The decision by the 911 Board comes after an ad hoc committee of City and County officials met for several months to develop a proposal to study the system including whether the system could be consolidated into one public dispatching point instead of two. Their work seemed at an end after a decision by the Effingham County Board in late August against funding a portion of the cost of the study. The Effingham City Council later voted against sharing in the cost because of the action by the County Board. The 911 Board had voted in August to table a decision on whether to help fund the cost of the study.
At Tuesday's meeting, though, 911 Board Member Norbert Soltwedel said the issue was "back where it belongs". Soltwedel said a look at the close vote by the County Board against paying a share of the cost of the ad hoc committee's recommended study and statements by the City Council, particularly those of Effingham Mayor Merv Gillenwater that anytime the other two entities were ready to participate, so would the City, led him to believe that the issue "is close to coming back to life."
Soltwedel said he reviewed the Request for Proposals prepared for the ad hoc committee and "thought it was well-done". He's also been listening to local citizens since joining the 911 Board a couple of months ago and said, "They think this (911) could be done cheaper. The system is not broken, but we don't know if it could be done cheaper, and I don't think we'll know until we get an outside opinion." Soltwedel emphasized that his goal was making sure the system was "efficient", not necessarily consolidated. He also suggested an independent study could address a "lack of trust" of some county residents of the 911 system and whether it's being operated on the most efficient basis.

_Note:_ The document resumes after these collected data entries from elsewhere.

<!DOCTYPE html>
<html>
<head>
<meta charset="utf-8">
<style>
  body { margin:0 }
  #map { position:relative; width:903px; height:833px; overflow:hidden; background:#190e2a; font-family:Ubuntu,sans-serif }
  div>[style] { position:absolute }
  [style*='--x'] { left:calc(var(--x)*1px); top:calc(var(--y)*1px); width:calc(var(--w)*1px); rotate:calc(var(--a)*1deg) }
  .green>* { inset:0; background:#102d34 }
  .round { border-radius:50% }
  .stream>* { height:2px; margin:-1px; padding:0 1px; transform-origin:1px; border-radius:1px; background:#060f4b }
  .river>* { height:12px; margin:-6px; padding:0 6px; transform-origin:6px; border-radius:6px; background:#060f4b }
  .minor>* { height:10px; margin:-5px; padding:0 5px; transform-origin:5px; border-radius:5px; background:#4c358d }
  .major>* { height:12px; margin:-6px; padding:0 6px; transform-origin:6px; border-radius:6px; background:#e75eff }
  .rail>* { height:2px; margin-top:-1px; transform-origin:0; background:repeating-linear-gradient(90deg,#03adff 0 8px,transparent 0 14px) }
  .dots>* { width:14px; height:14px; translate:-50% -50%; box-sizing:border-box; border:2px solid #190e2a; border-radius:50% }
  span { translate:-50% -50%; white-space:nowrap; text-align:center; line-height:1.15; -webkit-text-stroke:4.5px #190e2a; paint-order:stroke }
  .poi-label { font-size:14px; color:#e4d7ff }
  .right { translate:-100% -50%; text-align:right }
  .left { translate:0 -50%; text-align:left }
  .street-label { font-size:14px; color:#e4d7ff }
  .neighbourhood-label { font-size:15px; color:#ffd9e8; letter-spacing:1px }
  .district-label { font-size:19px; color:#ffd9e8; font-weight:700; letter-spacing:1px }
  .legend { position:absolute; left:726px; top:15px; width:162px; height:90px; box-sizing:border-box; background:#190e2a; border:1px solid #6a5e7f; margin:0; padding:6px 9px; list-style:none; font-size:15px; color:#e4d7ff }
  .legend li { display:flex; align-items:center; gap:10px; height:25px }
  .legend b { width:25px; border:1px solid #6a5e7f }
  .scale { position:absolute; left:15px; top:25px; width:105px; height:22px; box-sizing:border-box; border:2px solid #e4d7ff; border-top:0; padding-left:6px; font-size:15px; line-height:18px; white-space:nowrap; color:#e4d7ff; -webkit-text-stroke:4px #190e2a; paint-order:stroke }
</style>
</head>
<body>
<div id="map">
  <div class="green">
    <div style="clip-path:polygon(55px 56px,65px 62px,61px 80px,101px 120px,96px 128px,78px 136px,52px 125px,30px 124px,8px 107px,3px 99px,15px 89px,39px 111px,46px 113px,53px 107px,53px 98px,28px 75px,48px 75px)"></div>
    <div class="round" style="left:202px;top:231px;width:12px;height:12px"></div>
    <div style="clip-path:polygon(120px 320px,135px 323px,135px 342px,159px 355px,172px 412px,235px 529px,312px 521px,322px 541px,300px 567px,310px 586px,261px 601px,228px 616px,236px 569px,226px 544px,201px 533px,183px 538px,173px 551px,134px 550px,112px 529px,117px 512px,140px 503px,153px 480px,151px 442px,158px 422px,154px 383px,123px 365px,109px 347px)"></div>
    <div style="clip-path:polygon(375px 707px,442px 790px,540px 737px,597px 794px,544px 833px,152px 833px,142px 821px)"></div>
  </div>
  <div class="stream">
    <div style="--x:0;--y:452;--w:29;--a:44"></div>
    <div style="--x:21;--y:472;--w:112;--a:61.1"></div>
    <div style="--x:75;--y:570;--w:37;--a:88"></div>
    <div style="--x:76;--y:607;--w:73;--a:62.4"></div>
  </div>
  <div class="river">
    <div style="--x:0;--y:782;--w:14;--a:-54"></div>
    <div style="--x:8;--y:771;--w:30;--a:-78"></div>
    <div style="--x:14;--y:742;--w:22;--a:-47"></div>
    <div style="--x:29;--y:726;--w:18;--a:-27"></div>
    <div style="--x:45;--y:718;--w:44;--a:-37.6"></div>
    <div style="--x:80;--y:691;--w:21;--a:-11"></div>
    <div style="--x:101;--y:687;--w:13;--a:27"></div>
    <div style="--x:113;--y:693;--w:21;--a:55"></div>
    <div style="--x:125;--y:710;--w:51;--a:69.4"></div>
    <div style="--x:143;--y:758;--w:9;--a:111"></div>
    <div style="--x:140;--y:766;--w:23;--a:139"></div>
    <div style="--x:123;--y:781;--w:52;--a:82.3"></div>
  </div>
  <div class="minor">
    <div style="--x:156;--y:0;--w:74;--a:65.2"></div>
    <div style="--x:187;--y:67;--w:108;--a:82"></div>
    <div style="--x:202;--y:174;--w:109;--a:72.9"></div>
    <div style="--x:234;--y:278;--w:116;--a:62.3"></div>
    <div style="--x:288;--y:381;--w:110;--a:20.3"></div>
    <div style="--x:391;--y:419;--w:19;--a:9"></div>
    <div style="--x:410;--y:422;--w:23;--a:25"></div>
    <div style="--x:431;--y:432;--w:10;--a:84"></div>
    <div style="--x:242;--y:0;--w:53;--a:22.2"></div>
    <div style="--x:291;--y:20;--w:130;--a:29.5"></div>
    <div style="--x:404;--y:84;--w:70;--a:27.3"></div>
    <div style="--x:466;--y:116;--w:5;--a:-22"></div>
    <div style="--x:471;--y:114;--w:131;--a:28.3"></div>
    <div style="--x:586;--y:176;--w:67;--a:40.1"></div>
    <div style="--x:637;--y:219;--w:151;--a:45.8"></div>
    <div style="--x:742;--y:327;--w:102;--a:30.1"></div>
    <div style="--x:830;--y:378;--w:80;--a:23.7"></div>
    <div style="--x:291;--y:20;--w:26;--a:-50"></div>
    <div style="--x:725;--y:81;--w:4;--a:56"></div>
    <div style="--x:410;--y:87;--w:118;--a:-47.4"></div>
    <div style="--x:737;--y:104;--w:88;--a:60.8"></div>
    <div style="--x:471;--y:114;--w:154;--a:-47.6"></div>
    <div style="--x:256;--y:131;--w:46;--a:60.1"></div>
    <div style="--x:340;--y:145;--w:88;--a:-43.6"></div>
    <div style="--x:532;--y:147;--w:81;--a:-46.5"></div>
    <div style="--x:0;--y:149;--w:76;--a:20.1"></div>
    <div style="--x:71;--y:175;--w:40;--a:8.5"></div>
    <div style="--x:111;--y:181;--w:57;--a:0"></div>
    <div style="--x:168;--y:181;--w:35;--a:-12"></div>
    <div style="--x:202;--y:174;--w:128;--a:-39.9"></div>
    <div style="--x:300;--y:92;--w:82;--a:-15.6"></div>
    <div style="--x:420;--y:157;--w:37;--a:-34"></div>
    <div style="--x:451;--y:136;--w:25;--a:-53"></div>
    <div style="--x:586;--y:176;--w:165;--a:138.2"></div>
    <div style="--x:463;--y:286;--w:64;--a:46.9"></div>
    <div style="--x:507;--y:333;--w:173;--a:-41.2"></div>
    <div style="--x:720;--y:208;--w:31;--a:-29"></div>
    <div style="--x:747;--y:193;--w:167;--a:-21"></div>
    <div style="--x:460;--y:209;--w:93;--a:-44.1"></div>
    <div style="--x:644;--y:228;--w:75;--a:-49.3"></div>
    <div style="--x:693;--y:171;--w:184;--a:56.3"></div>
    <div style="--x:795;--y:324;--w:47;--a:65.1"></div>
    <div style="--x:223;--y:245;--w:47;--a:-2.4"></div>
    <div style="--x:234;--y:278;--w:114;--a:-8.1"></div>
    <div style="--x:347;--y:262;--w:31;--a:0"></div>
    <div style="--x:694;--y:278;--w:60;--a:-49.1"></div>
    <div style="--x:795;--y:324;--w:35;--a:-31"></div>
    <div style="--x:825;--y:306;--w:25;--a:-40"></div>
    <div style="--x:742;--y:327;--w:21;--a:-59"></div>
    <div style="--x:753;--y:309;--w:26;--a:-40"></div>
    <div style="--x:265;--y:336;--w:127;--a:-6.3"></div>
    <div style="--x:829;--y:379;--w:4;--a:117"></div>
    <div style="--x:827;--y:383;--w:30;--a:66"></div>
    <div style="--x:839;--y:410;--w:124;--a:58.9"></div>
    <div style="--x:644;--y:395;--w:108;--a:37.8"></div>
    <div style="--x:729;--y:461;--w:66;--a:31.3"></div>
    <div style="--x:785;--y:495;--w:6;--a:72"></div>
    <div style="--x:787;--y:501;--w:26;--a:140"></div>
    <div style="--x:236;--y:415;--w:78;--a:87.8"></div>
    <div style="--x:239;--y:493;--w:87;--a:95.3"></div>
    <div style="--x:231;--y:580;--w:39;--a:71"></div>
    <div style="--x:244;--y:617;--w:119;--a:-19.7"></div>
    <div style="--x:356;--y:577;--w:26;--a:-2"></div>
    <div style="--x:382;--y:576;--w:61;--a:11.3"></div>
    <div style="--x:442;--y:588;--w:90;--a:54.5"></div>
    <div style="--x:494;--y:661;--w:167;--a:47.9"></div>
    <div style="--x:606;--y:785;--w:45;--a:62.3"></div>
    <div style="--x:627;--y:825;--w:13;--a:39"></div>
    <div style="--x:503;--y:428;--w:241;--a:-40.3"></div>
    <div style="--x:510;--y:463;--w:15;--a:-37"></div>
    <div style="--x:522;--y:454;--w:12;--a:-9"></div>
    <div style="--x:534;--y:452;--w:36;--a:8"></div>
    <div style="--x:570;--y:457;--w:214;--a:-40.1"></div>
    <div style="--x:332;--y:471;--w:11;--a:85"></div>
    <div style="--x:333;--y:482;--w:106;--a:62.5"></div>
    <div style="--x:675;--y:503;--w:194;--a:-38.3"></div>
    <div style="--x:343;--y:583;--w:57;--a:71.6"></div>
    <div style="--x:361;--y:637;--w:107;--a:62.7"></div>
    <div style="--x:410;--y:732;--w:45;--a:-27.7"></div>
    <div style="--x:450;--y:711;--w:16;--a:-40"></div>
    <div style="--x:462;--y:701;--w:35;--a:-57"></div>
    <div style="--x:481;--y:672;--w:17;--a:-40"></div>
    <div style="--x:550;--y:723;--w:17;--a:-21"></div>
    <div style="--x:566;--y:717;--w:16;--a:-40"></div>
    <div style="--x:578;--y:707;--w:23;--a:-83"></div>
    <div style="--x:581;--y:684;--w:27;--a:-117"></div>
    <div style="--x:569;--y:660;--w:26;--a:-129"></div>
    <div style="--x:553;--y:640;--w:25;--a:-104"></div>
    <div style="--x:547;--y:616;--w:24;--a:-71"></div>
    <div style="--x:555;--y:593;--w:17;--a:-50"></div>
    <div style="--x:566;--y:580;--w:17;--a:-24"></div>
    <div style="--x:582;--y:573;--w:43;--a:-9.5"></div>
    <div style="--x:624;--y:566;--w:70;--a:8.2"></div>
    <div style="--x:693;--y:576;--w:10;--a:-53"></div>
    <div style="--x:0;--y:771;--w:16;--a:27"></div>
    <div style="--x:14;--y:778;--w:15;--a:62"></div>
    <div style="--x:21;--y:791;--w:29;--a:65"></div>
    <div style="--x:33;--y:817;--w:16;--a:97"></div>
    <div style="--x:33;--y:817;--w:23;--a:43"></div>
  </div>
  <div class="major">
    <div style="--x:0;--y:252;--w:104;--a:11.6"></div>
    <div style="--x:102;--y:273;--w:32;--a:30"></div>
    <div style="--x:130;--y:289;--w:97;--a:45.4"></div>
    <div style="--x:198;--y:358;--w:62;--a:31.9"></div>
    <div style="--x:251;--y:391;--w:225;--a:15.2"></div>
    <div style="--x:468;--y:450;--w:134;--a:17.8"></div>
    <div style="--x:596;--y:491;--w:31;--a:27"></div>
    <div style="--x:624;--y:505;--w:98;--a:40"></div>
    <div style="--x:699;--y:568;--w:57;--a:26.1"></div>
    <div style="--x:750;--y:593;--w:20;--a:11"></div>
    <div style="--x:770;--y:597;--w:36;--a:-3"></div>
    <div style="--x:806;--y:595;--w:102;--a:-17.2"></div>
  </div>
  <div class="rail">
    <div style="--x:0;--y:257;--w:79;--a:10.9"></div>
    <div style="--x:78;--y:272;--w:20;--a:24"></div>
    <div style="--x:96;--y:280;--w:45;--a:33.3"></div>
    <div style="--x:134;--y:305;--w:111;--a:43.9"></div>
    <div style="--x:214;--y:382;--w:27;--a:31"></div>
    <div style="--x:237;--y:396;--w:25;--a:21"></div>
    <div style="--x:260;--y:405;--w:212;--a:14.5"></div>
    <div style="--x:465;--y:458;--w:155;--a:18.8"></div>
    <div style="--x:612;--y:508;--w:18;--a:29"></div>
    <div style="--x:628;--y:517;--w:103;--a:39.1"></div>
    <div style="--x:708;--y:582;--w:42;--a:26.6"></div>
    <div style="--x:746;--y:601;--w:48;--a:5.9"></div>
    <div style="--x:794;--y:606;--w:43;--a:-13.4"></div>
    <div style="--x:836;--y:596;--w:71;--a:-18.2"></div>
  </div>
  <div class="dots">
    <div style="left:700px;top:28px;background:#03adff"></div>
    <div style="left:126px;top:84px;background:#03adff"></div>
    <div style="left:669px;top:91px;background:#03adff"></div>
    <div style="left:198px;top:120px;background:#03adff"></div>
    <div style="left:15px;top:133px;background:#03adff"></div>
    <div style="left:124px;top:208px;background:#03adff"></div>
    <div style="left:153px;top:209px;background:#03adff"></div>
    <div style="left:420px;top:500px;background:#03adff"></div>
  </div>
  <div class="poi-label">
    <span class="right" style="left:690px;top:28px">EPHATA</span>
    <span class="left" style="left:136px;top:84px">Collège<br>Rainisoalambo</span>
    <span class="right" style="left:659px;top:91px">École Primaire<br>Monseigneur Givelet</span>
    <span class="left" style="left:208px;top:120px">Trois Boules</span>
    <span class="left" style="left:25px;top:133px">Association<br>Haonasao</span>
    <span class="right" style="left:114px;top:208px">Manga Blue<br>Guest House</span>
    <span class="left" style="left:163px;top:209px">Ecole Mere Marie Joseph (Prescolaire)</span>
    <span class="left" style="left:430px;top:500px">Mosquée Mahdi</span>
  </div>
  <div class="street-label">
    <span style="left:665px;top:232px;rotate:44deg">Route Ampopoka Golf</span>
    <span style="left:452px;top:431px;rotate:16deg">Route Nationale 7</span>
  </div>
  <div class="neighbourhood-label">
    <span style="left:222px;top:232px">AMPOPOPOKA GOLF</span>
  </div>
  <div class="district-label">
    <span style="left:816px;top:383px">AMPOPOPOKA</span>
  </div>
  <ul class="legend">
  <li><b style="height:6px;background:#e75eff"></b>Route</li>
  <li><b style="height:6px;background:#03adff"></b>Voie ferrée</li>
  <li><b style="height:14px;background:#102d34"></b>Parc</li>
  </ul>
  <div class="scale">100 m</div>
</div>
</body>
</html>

When asked for input from other committee members, Altamont Fire Chief and 911 Board Member Jon Becker said, "I'm not hearing complaints on the emergency services side, the comments are coming from the political side (regarding 911)".
Soltwedel replied, "I agree that the emergency services are not dissatisfied, but I'm here for the taxpayers and don't they have the right to make sure they are being best served?"
After further discussion, the 911 Board voted to establish a committee "to study the efficiencies of the 911 system." Soltwedel will chair the committee and he'll be joined by 911 Board Members Mike Schutzbach who serves as city police chief, John Loy who serves as chief deputy sheriff, Karen Luchtefeld who is the County Board's representative on the 911 Board, and Ted Heath who with Soltwedel was appointed earlier this year as a public member of the 911 Board.
The newly-formed committee will meet at 9am on Tuesday, September 25 to get to work. Soltwedel said it makes sense to work with the remnants of the ad hoc committee and to go to the City and County for input.
The Board also discussed the communications bridge designed to improve communication between City and County law enforcement officers. The bridge has been tried on a limited basis and worked, but has since had its problems. There was discussion at Tuesday's meeting about how to solve the problems, which have included difficulties for telecommunicators at the dispatching points communicating with the officers.
After Heath suggested pre-approving funding for the patch if it is proved reliable, the 911 Board voted to meet again on September 25th at noon to review whether the patch is working and then decide how to proceed. Board member Russ Thomas who serves as County Emergency Management Agency Director wonders why 911 should pay for something to improve communication between the law enforcement agencies and whether the agencies should foot the bill rather than 911, and voted against the motion.
911 Board members also discussed whether to renew the existing agreement with the City and County on telecommunicators. Currently, 911 pays the City and County each $65,000 to cover the cost of one telecommunicator at each dispatching point to handle 911 calls, with 911 paying for the communications equipment. Schutzbach asked whether 911 should consider an increase in what they're paying the City and County, but other members suggested maybe the City and County should be doing the suggesting if they're not satisfied with what they're receiving.
The question of seeking Requests for Proposals on replacing the 911 consoles at each dispatching point was not visited in light of the proposed study on the efficiencies of the system.
Also Tuesday, the 911 Board discussed increasing the education budger to $2,500 to increase efforts to heighten awareness of how the system functions, and whether to develop a 911 website. More on those items will be discussed at the regular monthly meeting in September. The Board also voted to approve a letter of understanding with Effingham County where 911 will pay their IT specialist directly, rather than reimburse the County for their share of the staff member's expense.